§ 35.037 POWER-OF-ATTORNEY.
   (A)   A power-of-attorney cannot be effective for any purpose with respect to the plan unless the Plan Administrator determines that the power-of-attorney is acceptable.
   (B)   The Plan Administrator shall not accept a power-of-attorney until the Plan Administrator determines that the power-of-attorney appears, on its face, to meet all of the following requirements.
      (1)   The power-of-attorney was made in a form and manner that is legally enforceable under applicable law.
      (2)   The power-of-attorney indemnifies the Plan Administrator and the agent and every person who may rely on the power-of-attorney against any liability that may arise out of the Plan Administrator’s acceptance of the power-of-attorney or any person’s acts or omissions in reliance upon the power-of-attorney, even if revoked (including revocation by reason of the maker’s death).
      (3)   The power-of-attorney expressly refers to this plan with sufficient clarity so that the Plan Administrator, in his or her sole discretion, believes that there is no confusion or ambiguity concerning whether an express power to act regarding this plan was intended.

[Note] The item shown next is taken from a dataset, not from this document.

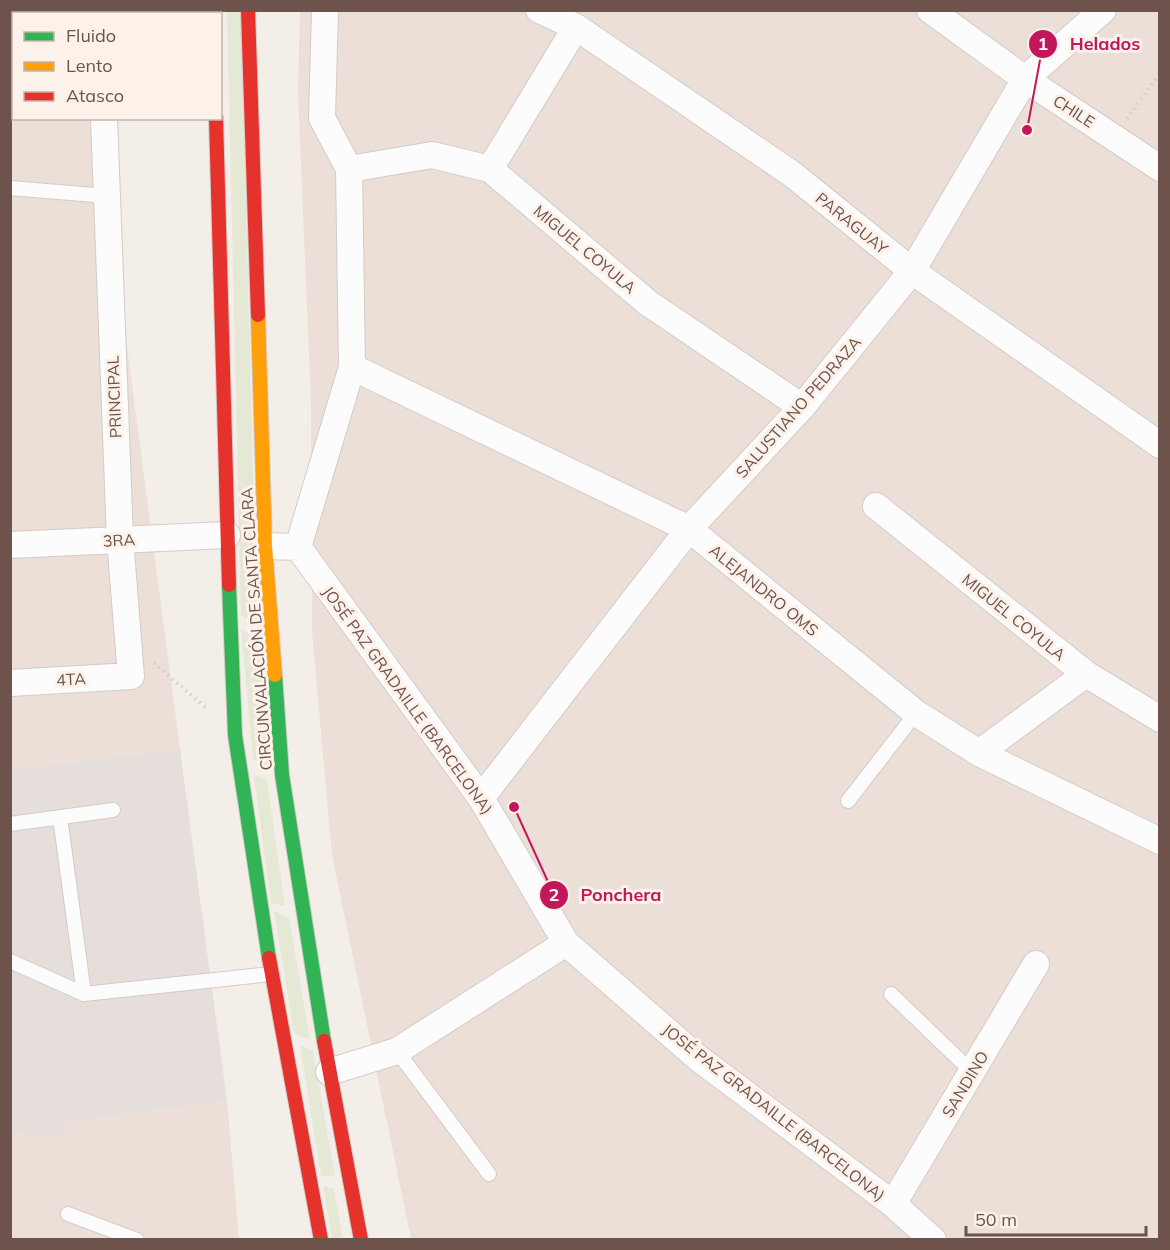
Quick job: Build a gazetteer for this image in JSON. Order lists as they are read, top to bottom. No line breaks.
{"streets":{"highway":["CIRCUNVALACIÓN DE SANTA CLARA"],"street":["CHILE","PARAGUAY","MIGUEL COYULA","PRINCIPAL","SALUSTIANO PEDRAZA","3RA","ALEJANDRO OMS","4TA","JOSÉ PAZ GRADAILLE (BARCELONA)","SANDINO"]},"crossings":[["CHILE","SALUSTIANO PEDRAZA"],["PARAGUAY","SALUSTIANO PEDRAZA"],["MIGUEL COYULA","SALUSTIANO PEDRAZA"],["PRINCIPAL","3RA"],["PRINCIPAL","4TA"],["SALUSTIANO PEDRAZA","ALEJANDRO OMS"],["SALUSTIANO PEDRAZA","JOSÉ PAZ GRADAILLE (BARCELONA)"],["3RA","CIRCUNVALACIÓN DE SANTA CLARA"],["JOSÉ PAZ GRADAILLE (BARCELONA)","SANDINO"]],"places":["Helados","Ponchera"],"legend":["Fluido","Lento","Atasco"],"scale_bar":"50 m"}
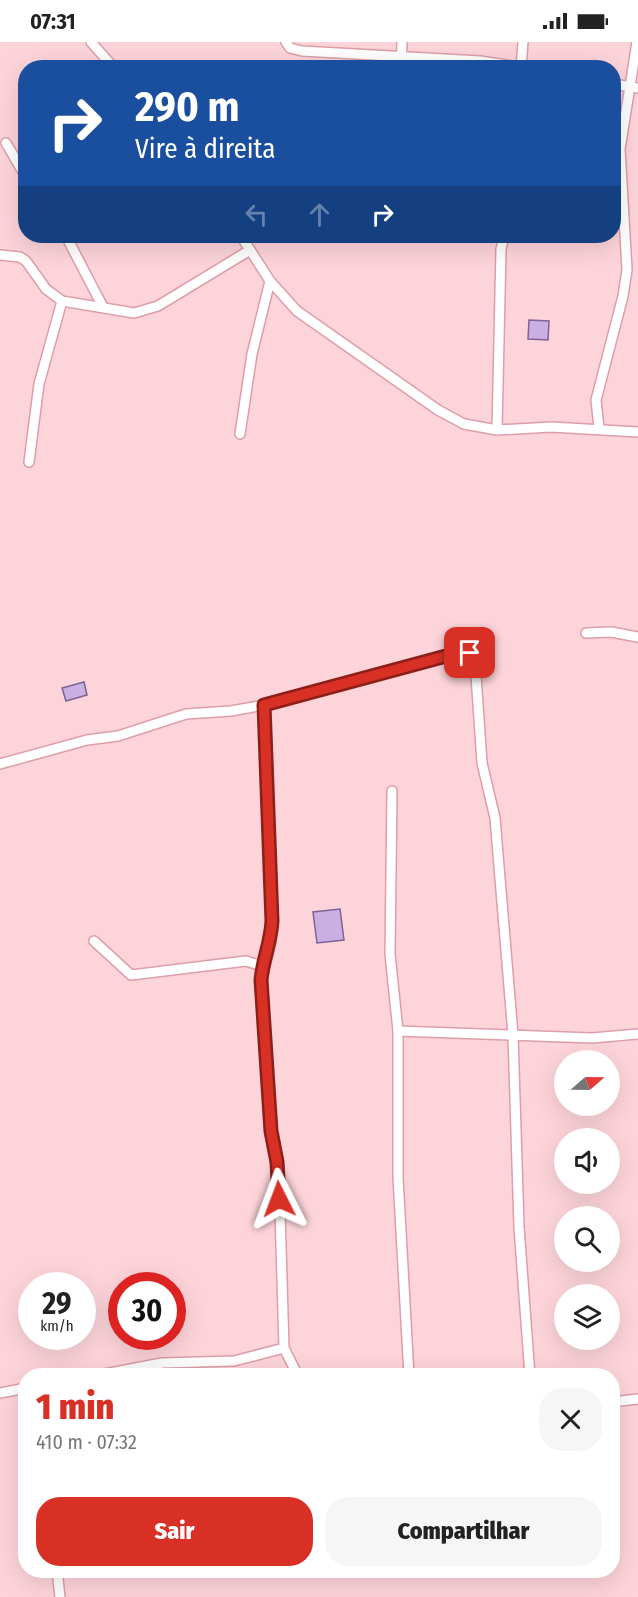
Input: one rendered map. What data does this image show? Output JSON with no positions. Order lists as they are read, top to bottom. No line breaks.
{"north":"right","page":{"status":"07:31","turn":["290 m","Vire à direita"],"speed":"29 km/h","limit":"30","heading":["1 min","410 m · 07:32"],"buttons":["Sair","Compartilhar"]}}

      (4)   The power-of-attorney unambiguously provides one or more powers to act regarding this plan.
      (5)   The power-of-attorney meets any further requirements stated below in this section or otherwise under the plan, and meets any other requirements reasonably requested by the Plan Administrator.
   (C)   Without limiting the comprehensive effect of the above, any power-of-attorney, including even a general power-of-attorney, cannot be effective to make or change the participant’s beneficiary designation under the plan unless the document, in the Plan Administrator’s sole opinion, expressly grants power to make or change beneficiary designations under this plan and refers to this plan with sufficient clarity so that the Plan Administrator, in his or her sole discretion, believes that there is no confusion or ambiguity concerning whether an express power to act regarding beneficiary designations under this plan was intended.
   (D)   (1)   Without limiting the comprehensive effect of the above, any power-of-attorney, including even a general power-of-attorney, cannot be effective to exercise any right or privilege of investment direction under the plan unless the document, in the sole opinion of the person that is requested to give effect to an investment instruction, expressly grants power to act regarding investment direction under this plan and expresses the principal’s (participant’s or beneficiary’s or alternate payee’s) knowledge as to whether the attorney-in-fact is or is not a registered investment adviser and refers to this plan with sufficient clarity so that the issuer determines that there is no confusion or ambiguity concerning whether an express power to act regarding investment direction under this plan was intended.
      (2)   For the purpose of subsection (D)(1) above, an investment advisory agreement that conforms to the disclosure and investment advisory contract requirements of § 204 and § 205 of the federal Investment Advisers Act of 1940, as amended (15 U.S.C. § 80b-4 and 15 U.S.C. § 80b-5), is deemed to constitute an acceptable power-of-attorney if it refers to the plan or to the investment held for the participant’s plan account.